Mild to moderate compression keeps a scan clearly readable; aggressive compression can soften the text. Because a scan is an image, reducing its resolution reduces the sharpness of the letters, and at very low DPI the edges of characters start to blur and small text becomes hard to read. The trick is to match the level to how the document will be used. For reading on a screen or emailing, a level targeting around 150 DPI looks clean and shrinks the file dramatically. For documents you will print, stay higher. The safe approach is to compress, then open the result and check the smallest text on the most detailed page before you rely on it. If it is too soft, step back to a gentler level and re-compress from the original.
Work down in steps and check after each one rather than guessing a single setting. Start by compressing at a moderate level and look at the resulting size; if it is still over your target, increase the compression strength (lowering the DPI further) and try again. Because the images dominate the file, each step down in resolution produces a large drop in size, so you usually reach a target like 5 MB or 10 MB within one or two attempts. Always compress from the original scan each time rather than re-compressing an already-compressed file, which degrades quality faster without saving proportionally more space. Once the file is under your limit, open it and confirm the smallest text is still legible. This step-and-check method reliably hits a target without over-degrading the document.
A good compressor preserves the text layer; it only re-compresses the page images. If you have already run OCR to make the scan searchable, that text layer is stored separately from the page pictures, so reducing the image resolution shrinks the file without deleting the recognized text. You can compress an OCR'd scan and still search and select its text afterward. The order is worth getting right, though: if a document needs both OCR and compression, OCR it first and then compress, so the recognition runs on the full-resolution images for best accuracy and the compression simply slims the result. If you compress very aggressively first and then OCR, the degraded images can lower recognition accuracy.
Only if the tool processes the file on your own device. Many online compressors upload your PDF to a server, shrink it there, and send it back, which means a copy of whatever you scanned sits on someone else's infrastructure.

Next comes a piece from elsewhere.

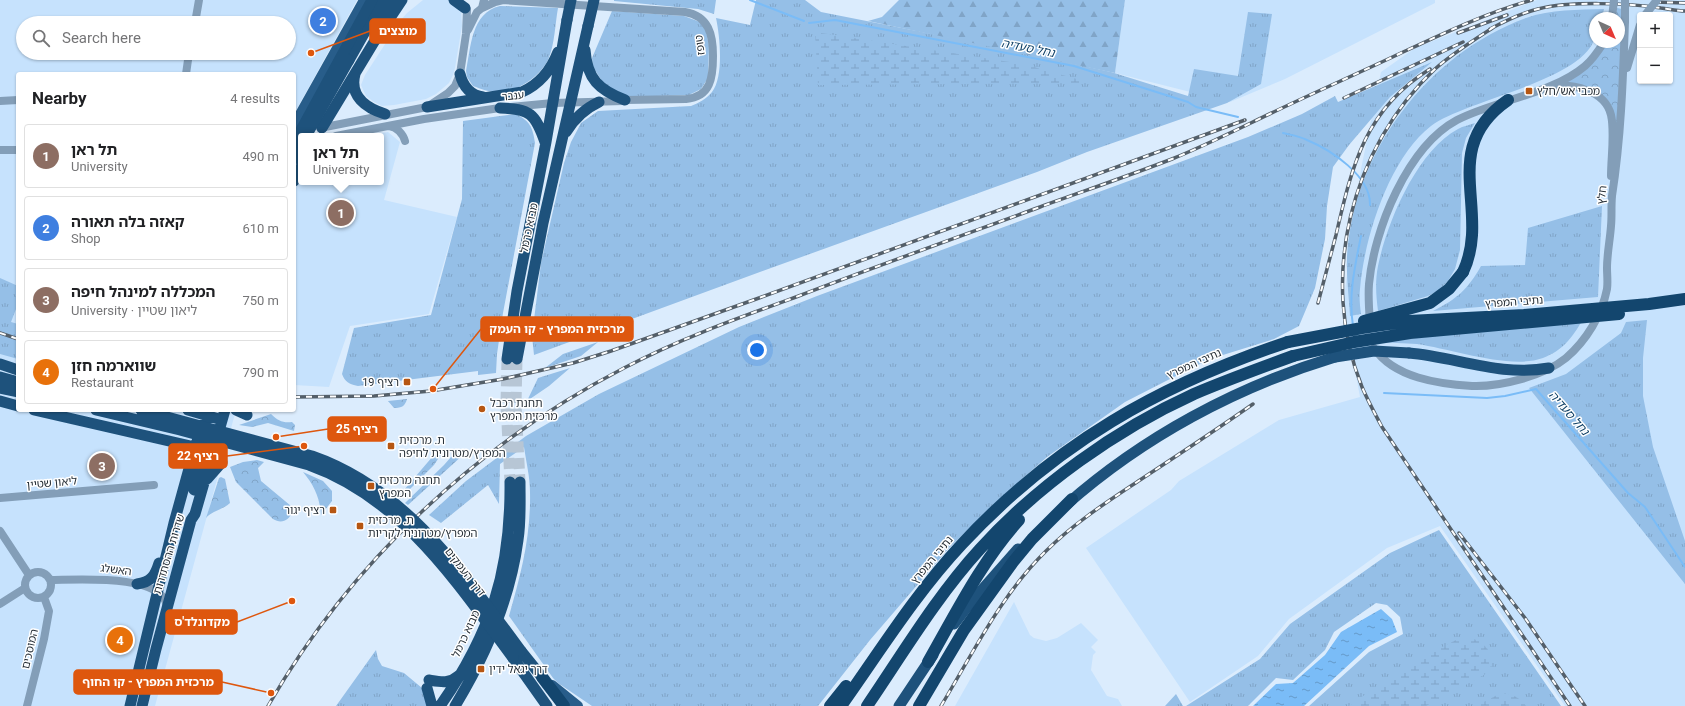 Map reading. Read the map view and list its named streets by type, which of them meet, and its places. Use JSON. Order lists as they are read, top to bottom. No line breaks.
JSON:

Scanned documents are frequently the most sensitive paperwork you own — contracts, tax forms, medical records, IDs — so that upload is a real privacy concern. A browser-based compressor avoids it entirely: the downsampling and re-encoding happen in JavaScript and WebAssembly on your machine, and the file never travels over the network. Because scans are exactly the kind of personal and official records you would not want exposed, in-browser compression lets you shrink a scanned contract or a scanned ID for email or upload without ever handing the original to a third party.